What needs to be done
Go through the records and restate them word for word, omitting images.

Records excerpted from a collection

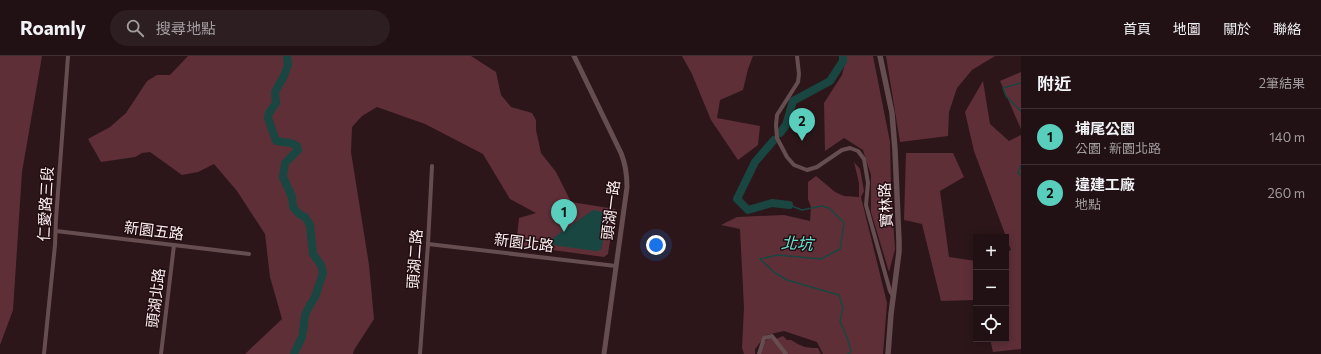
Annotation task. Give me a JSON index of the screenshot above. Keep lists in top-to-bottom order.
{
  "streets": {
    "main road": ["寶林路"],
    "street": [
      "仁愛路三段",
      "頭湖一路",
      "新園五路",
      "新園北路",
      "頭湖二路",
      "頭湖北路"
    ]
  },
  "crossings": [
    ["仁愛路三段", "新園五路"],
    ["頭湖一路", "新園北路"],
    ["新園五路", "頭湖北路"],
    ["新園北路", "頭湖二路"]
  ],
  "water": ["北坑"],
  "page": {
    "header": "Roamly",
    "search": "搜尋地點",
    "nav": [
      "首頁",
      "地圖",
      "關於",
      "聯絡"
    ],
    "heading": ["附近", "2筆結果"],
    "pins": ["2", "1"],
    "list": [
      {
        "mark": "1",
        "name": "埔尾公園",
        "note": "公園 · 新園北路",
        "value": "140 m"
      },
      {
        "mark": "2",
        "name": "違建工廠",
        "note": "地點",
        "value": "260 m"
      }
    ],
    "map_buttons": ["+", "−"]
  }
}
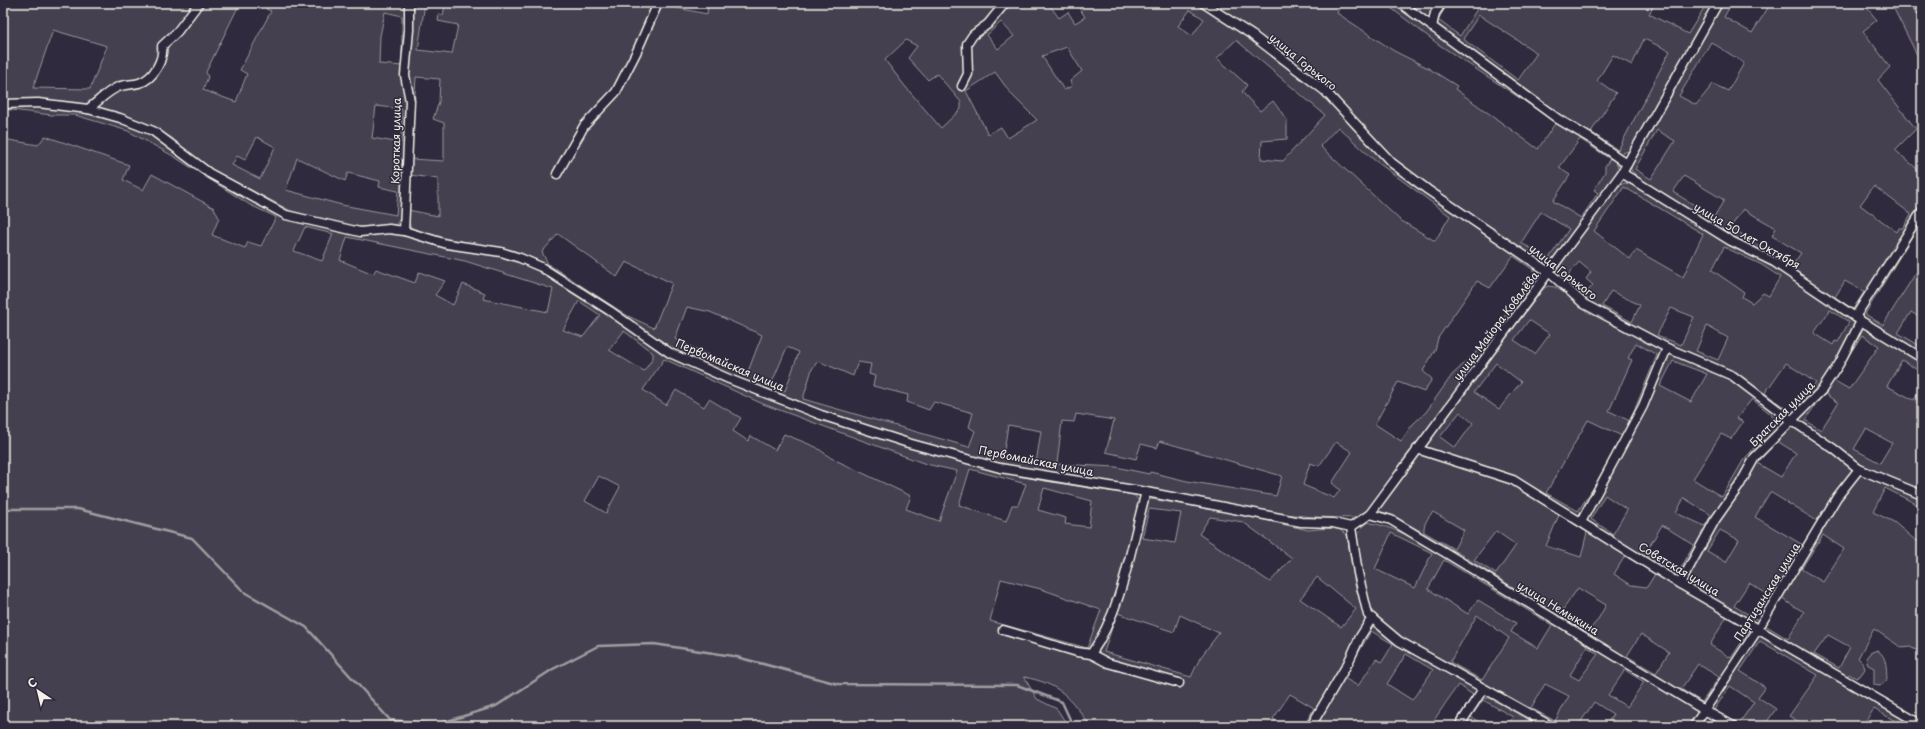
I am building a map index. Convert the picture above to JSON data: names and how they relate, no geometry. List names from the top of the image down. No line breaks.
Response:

Solution for this task
Annotation task. Give me a JSON index of the screenshot above. Keep lists in top-to-bottom order.
{
  "streets": {
    "main road": ["寶林路"],
    "street": [
      "仁愛路三段",
      "頭湖一路",
      "新園五路",
      "新園北路",
      "頭湖二路",
      "頭湖北路"
    ]
  },
  "crossings": [
    ["仁愛路三段", "新園五路"],
    ["頭湖一路", "新園北路"],
    ["新園五路", "頭湖北路"],
    ["新園北路", "頭湖二路"]
  ],
  "water": ["北坑"],
  "page": {
    "header": "Roamly",
    "search": "搜尋地點",
    "nav": [
      "首頁",
      "地圖",
      "關於",
      "聯絡"
    ],
    "heading": ["附近", "2筆結果"],
    "pins": ["2", "1"],
    "list": [
      {
        "mark": "1",
        "name": "埔尾公園",
        "note": "公園 · 新園北路",
        "value": "140 m"
      },
      {
        "mark": "2",
        "name": "違建工廠",
        "note": "地點",
        "value": "260 m"
      }
    ],
    "map_buttons": ["+", "−"]
  }
}
I am building a map index. Convert the picture above to JSON data: names and how they relate, no geometry. List names from the top of the image down. No line breaks.
Response:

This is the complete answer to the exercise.